_The task_
Among the records below, find each line containing the word "Baixiúva" and copy it.

Data entries:

--

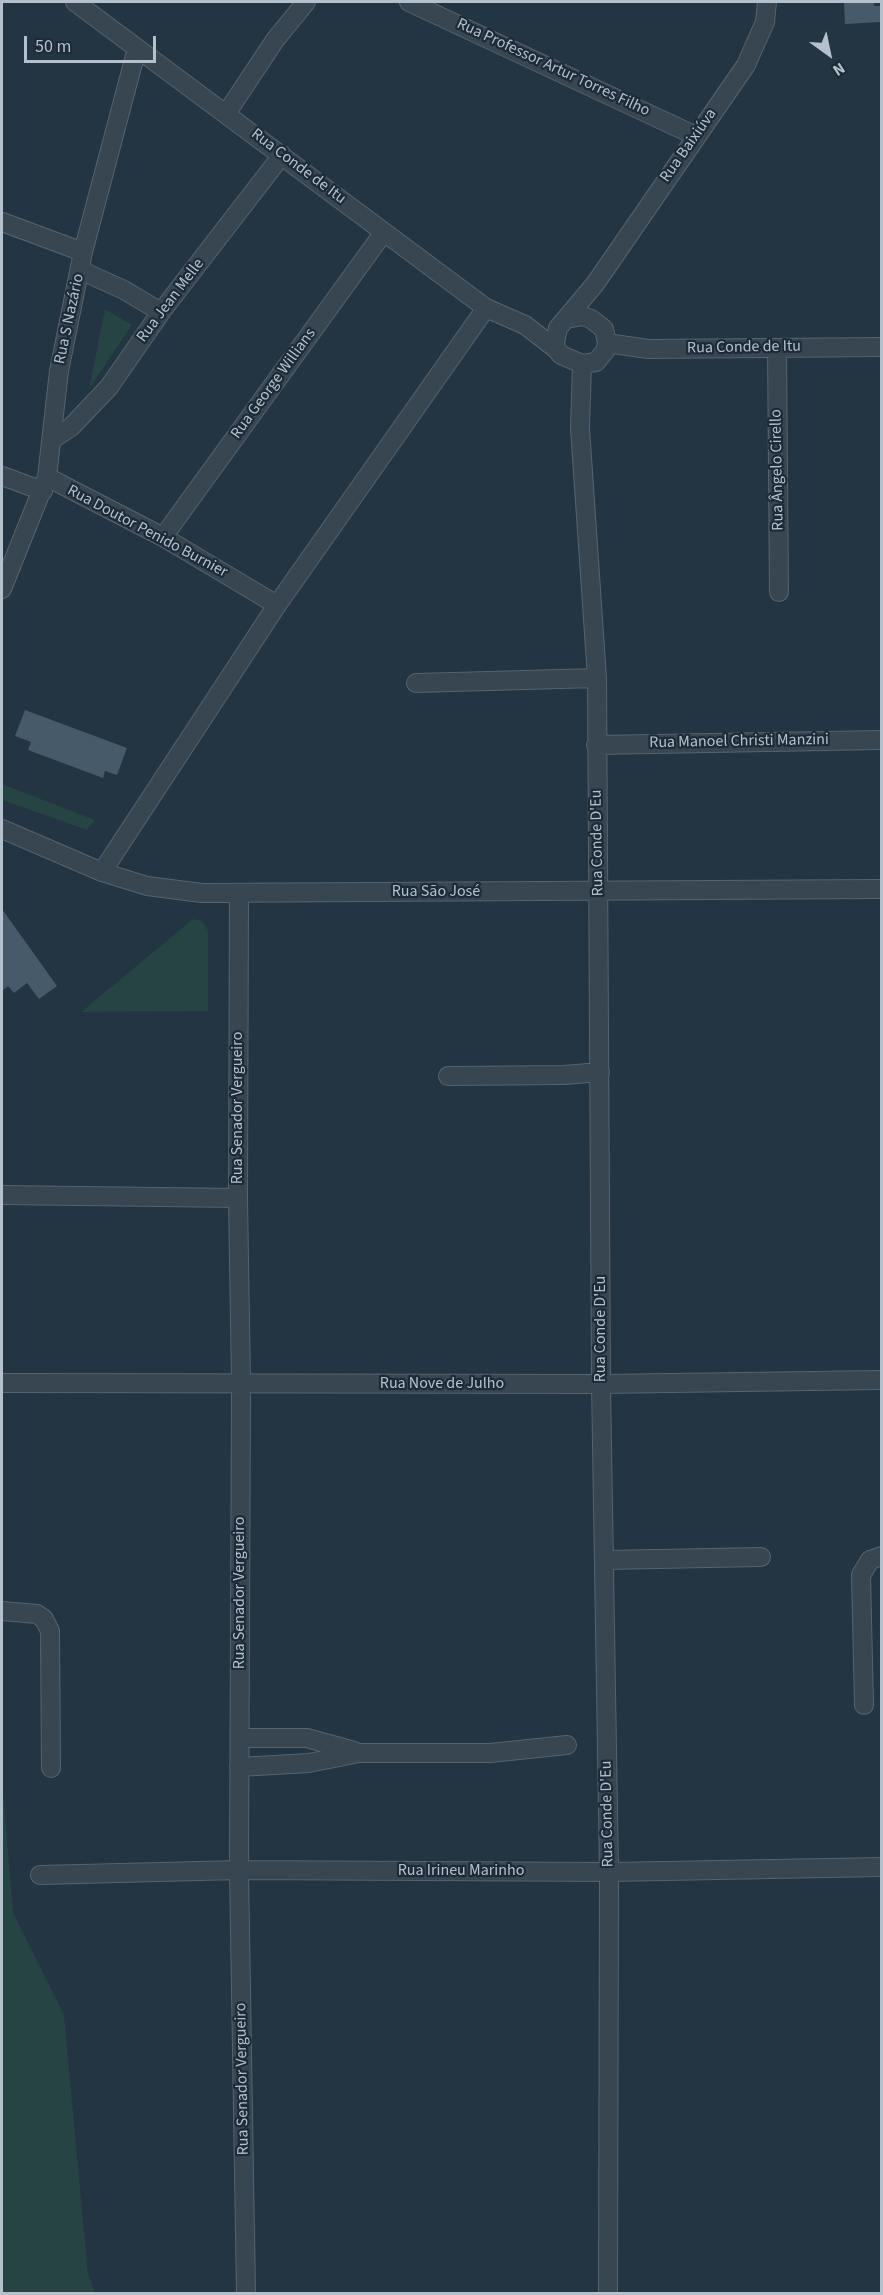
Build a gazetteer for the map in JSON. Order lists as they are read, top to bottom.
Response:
{
  "streets": {
    "street": [
      "Rua Professor Artur Torres Filho",
      "Rua Baixiúva",
      "Rua Conde de Itu",
      "Rua Jean Melle",
      "Rua S Nazário",
      "Rua George Willians",
      "Rua Ângelo Cirello",
      "Rua Doutor Penido Burnier",
      "Rua Manoel Christi Manzini",
      "Rua Conde D'Eu",
      "Rua São José",
      "Rua Senador Vergueiro",
      "Rua Nove de Julho",
      "Rua Irineu Marinho"
    ]
  },
  "crossings": [
    ["Rua Professor Artur Torres Filho", "Rua Baixiúva"],
    ["Rua Conde de Itu", "Rua Jean Melle"],
    ["Rua Conde de Itu", "Rua S Nazário"],
    ["Rua Conde de Itu", "Rua George Willians"],
    ["Rua Conde de Itu", "Rua Ângelo Cirello"],
    ["Rua Conde de Itu", "Rua Conde D'Eu"],
    ["Rua Jean Melle", "Rua S Nazário"],
    ["Rua S Nazário", "Rua Doutor Penido Burnier"],
    ["Rua George Willians", "Rua Doutor Penido Burnier"],
    ["Rua Manoel Christi Manzini", "Rua Conde D'Eu"],
    ["Rua Conde D'Eu", "Rua São José"],
    ["Rua Conde D'Eu", "Rua Nove de Julho"],
    ["Rua Conde D'Eu", "Rua Irineu Marinho"],
    ["Rua São José", "Rua Senador Vergueiro"],
    ["Rua Senador Vergueiro", "Rua Nove de Julho"],
    ["Rua Senador Vergueiro", "Rua Irineu Marinho"]
  ],
  "scale_bar": "50 m",
  "north": "bottom right"
}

--

_Exercise output_
      "Rua Baixiúva",
    ["Rua Professor Artur Torres Filho", "Rua Baixiúva"],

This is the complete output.